When a line in the material beneath includes the word "strong", add it to the count, and report the count alone.
*** Begin section ***
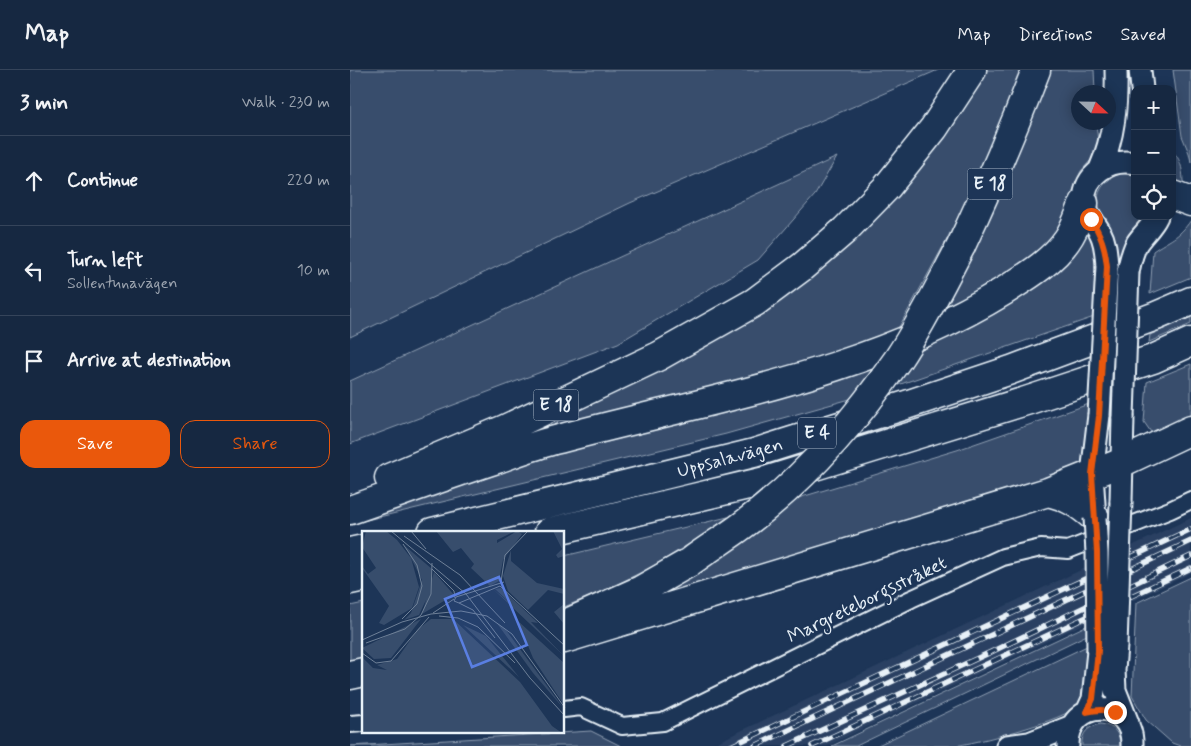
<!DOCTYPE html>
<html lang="en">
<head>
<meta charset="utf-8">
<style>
	:root { --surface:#162841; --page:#23344c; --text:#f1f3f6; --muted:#9ea6b1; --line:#35445a; --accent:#ea580c }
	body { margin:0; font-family:Mynerve,sans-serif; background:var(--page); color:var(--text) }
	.controls { position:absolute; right:15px; top:15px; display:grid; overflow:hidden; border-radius:10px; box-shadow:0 2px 12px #0003 }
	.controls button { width:45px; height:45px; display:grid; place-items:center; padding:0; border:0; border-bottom:1px solid var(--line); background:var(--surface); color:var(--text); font:25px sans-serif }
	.compass { position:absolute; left:721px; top:15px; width:45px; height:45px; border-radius:50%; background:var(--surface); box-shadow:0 2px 12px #0003; rotate:112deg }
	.stop { position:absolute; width:15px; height:15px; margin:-11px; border:4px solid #ea580c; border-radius:50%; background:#fff }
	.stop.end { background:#ea580c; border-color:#fff; box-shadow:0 1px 5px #0008 }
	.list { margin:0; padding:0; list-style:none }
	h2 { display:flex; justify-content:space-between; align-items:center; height:65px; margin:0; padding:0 20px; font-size:21px }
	h2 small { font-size:16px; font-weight:400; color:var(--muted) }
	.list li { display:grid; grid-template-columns:32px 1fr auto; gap:15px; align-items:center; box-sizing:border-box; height:90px; padding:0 20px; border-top:1px solid var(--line) }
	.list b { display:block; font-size:19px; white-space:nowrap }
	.list p { margin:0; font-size:16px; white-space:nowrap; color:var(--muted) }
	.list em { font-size:16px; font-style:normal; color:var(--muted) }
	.actions { display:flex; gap:10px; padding:15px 20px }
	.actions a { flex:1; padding:11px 0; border:1px solid var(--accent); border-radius:15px; text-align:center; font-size:18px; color:var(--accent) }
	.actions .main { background:var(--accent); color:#fff }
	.icon { flex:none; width:28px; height:28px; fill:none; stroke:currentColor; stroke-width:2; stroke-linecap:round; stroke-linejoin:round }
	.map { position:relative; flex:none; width:841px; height:676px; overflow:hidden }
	header { display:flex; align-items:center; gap:30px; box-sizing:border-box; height:70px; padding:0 25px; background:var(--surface); border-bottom:1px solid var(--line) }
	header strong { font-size:24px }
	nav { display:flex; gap:28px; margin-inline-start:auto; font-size:18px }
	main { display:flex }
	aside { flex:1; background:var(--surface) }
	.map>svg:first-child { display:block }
</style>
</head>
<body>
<header>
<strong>Map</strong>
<nav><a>Map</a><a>Directions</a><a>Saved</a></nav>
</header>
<main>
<aside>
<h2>3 min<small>Walk · 230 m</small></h2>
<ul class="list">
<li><svg class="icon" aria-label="ahead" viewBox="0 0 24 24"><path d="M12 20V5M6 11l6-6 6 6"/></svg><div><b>Continue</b></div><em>220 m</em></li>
<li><svg class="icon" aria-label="left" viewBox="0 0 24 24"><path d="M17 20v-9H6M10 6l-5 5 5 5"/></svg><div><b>Turn left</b><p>Sollentunavägen</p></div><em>10 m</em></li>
<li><svg class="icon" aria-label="arrive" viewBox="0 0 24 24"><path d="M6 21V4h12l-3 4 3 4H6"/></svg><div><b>Arrive at destination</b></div></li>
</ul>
<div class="actions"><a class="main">Save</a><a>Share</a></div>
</aside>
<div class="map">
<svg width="841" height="676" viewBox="0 0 841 676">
	<rect width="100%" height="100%" fill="#1d3557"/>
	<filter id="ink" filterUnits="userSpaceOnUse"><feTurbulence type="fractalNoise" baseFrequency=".02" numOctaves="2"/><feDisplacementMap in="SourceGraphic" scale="10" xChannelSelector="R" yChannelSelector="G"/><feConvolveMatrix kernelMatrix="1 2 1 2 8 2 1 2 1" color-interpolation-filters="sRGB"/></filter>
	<g filter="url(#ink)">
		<!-- built -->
		<path fill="#2a4162" d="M841 448V503L477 676H359Z"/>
		<!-- green -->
		<path fill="#374d6c" stroke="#909fb2" d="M0 0H588L280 133 0 267Z
			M634 0H675L647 70 596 171 543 268 472 292 130 379 418 234Z
			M699 0H744L745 22H728V52L746 53 749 81 731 101 726 111 723 128 707 170 586 250C629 169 669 87 699 0Z
			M823 0H841V92L839 83 832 66Z
			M822 81C834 91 833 108 833 123L822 115Z
			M487 87 465 125 408 190 268 273 0 374V311Z
			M772 103 785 106V146H794C779 163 774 169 772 192H768C767 181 764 169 760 158 758 152 754 147 751 141 742 123 755 109 772 103Z
			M841 150V207L800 224 803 181C820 169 828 169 841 150Z
			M734 156 742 170 746 185 744 247 545 316 573 274Z
			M841 247V254L799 272 800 265Z
			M528 292 500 329 376 364 0 454V450L197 383Z
			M841 294V351L803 365 794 352 797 312Z
			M739 334 735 392 686 412 298 533 383 479 418 453 445 429 607 380Z
			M378 447C363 458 347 469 331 479 294 503 254 521 214 537V486Z
			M841 507V676H830L822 673 796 650 782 626 786 533Z
			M14 533V589L0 591V536Z
			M740 554 739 564 506 676H482Z
			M737 576C736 591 739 623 729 635 716 650 624 674 603 676 578 676 552 676 526 676Z
			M751 654C764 656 770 663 770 676H732C731 663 738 656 751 654Z
			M241 661 271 676H1Z"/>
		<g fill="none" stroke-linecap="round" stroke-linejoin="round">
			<defs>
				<path id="minor" d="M214 639 231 637 272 656 313 652 561 529 653 487 691 478 718 480 820 440 841 430
					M0 654 14 653"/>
				<path id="tertiary" d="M790 0 792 19
					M750 99C764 67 767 35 766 0
					M757 196C756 185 756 173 750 162 745 153 735 142 734 132 734 104 760 88 785 93
					M778 202C780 192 782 182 787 173 793 164 802 157 807 146
					M771 432 773 347
					M745 448 742 404 749 345
					M766 576 764 600 765 620 778 653
					M737 642 743 629 748 581
					M657 676 679 673 722 656
					M718 676C717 627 784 627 782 676"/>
				<path id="motorway" d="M822 125 841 132
					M611 176C638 118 663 60 686 0
					M39 408 155 359 309 286 405 232 452 197 495 160 537 117 584 58 622 0
					M698 422C718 427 729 434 745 448
					M0 440C49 423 98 405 147 389 167 382 188 374 209 369 359 329 519 304 654 221 676 207 702 192 717 170 725 159 729 145 734 133
					M82 462 404 383 553 336 661 300 806 246 841 231
					M199 462 419 410 679 330 803 289 841 272
					M0 482 14 479
					M0 510 14 507
					M222 551 291 520 340 492
					M214 569 698 422 773 392 841 360
					M0 605 14 602"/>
			</defs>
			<!-- minor casing -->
			<use href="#minor" stroke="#e8f1f8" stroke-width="20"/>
			<!-- tertiary casing -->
			<use href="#tertiary" stroke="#e8f1f8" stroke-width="25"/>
			<!-- motorway casing -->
			<use href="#motorway" stroke="#e8f1f8" stroke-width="31"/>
			<!-- minor -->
			<use href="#minor" stroke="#1d3557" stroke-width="16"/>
			<!-- tertiary -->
			<use href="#tertiary" stroke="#1d3557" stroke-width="21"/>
			<!-- motorway -->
			<use href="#motorway" stroke="#1d3557" stroke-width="28"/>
			<defs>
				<path id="rail" d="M381 676 841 459
					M405 676 841 471
					M437 676 641 582 841 486
					M462 676 841 498"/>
			</defs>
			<!-- rail casing -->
			<use href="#rail" stroke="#e8f1f8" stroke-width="5.5"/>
			<!-- rail -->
			<use href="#rail" stroke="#1d3557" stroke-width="4" stroke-dasharray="11" stroke-linecap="butt"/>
			<defs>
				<path id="tertiary-bridge" d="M749 345 757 196
					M773 347 778 202
					M745 448 747 483 748 581
					M766 576 771 432"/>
				<path id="motorway-bridge" d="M340 492C357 479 376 468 393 455 454 410 505 351 548 289 572 253 591 214 611 176"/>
			</defs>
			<!-- tertiary-bridge casing -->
			<use href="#tertiary-bridge" stroke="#e8f1f8" stroke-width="25" stroke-linecap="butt"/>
			<!-- motorway-bridge casing -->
			<use href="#motorway-bridge" stroke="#e8f1f8" stroke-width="31" stroke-linecap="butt"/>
			<!-- tertiary-bridge -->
			<use href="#tertiary-bridge" stroke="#1d3557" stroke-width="21"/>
			<!-- motorway-bridge -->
			<use href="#motorway-bridge" stroke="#1d3557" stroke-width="28"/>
		</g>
	</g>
	<g fill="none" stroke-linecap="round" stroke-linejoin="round" filter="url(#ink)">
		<!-- route -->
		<path stroke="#ea580c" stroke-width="6" d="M741 149C751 165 755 177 757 196L749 346 742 404 747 482 748 581 743 629 737 642C747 639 755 639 765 642"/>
	</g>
	<g text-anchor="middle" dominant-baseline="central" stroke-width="4.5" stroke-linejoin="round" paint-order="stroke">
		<!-- shield labels -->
		<g fill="#1d3557" stroke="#abb9c8" stroke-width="1">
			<rect x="617.5" y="98.5" width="45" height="31" rx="4"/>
			<rect x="183.5" y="319.5" width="45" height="31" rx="4"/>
			<rect x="448" y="347.5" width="38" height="31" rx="4"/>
		</g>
		<g font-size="18" font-weight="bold" fill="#e8f1f8">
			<text x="640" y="114">E 18</text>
			<text x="206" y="335">E 18</text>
			<text x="467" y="363">E 4</text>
		</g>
		<!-- street labels -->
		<g font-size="19" fill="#e8f1f8" stroke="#1d3557">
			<text transform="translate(380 388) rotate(-15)">Uppsalavägen</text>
			<text transform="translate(517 530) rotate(-26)">Margreteborgsstråket</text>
		</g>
	</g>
	<!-- overview -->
	<g transform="translate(12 461)">
		<rect width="202" height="202" fill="#1d3557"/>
		<path d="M4 0H24L35 9 49 27 57 56 50 77 22 94 17 92 27 75 0 37V35L6 43 14 37 0 16ZM74 0H153L135 9V12L155 0 160 3 141 29 137 50 128 55 109 37 112 33 99 17 91 21ZM191 0H202V25L196 27 194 24 200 18ZM43 15 70 38 69 58 57 84 42 89 49 82 60 49ZM149 19V30L175 52 202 58V63L186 59 166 79 146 60 141 45ZM72 41 92 64 60 83ZM139 57 176 92 169 91 202 125 131 58 150 74 133 58ZM202 73 203 93H202L192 81ZM59 88 29 127 12 128 0 117ZM69 88H91L158 151 190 195 200 202H0V126L11 137 25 139 15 134 35 128 56 98ZM156 90 202 132V174L171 127ZM134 91 144 99 202 178 171 142ZM101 94 124 105 157 146Z" fill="#374d6c"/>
		<path fill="none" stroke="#6e8097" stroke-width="1" d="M29 0 104 63 168 147 203 185M49 0 64 18M42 5 98 44 143 92M70 38 92 60 93 67M139 51 143 24 166 0M138 55 97 72 92 70 94 66 142 51M138 55 203 115M97 72 111 79 133 107M71 82 92 68M77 85 96 87 116 96 153 132M40 88 55 73 60 55 55 34 41 13M0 109 40 91 69 83 99 80 125 85 150 103 203 177M4 112 43 98 59 84 69 63 70 32M0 122 14 132 29 130 67 86"/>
		<path fill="#5a7fe2" fill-opacity="0.15" stroke="#5a7fe2" stroke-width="2.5" d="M137 46 165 114 110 136 83 68Z"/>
		<rect width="202" height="202" fill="none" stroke="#e8f1f8" stroke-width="2.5"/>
	</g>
</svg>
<div class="controls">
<button>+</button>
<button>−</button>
<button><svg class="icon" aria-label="locate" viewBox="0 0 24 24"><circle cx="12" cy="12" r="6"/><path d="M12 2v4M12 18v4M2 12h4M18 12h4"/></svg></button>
</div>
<svg class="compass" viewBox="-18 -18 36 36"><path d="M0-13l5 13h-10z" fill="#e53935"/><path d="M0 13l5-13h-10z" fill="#9ea6b1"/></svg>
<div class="stop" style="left:741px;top:149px"></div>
<div class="stop end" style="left:765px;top:642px"></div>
</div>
</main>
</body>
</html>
*** End section ***
### [Exercise response]
2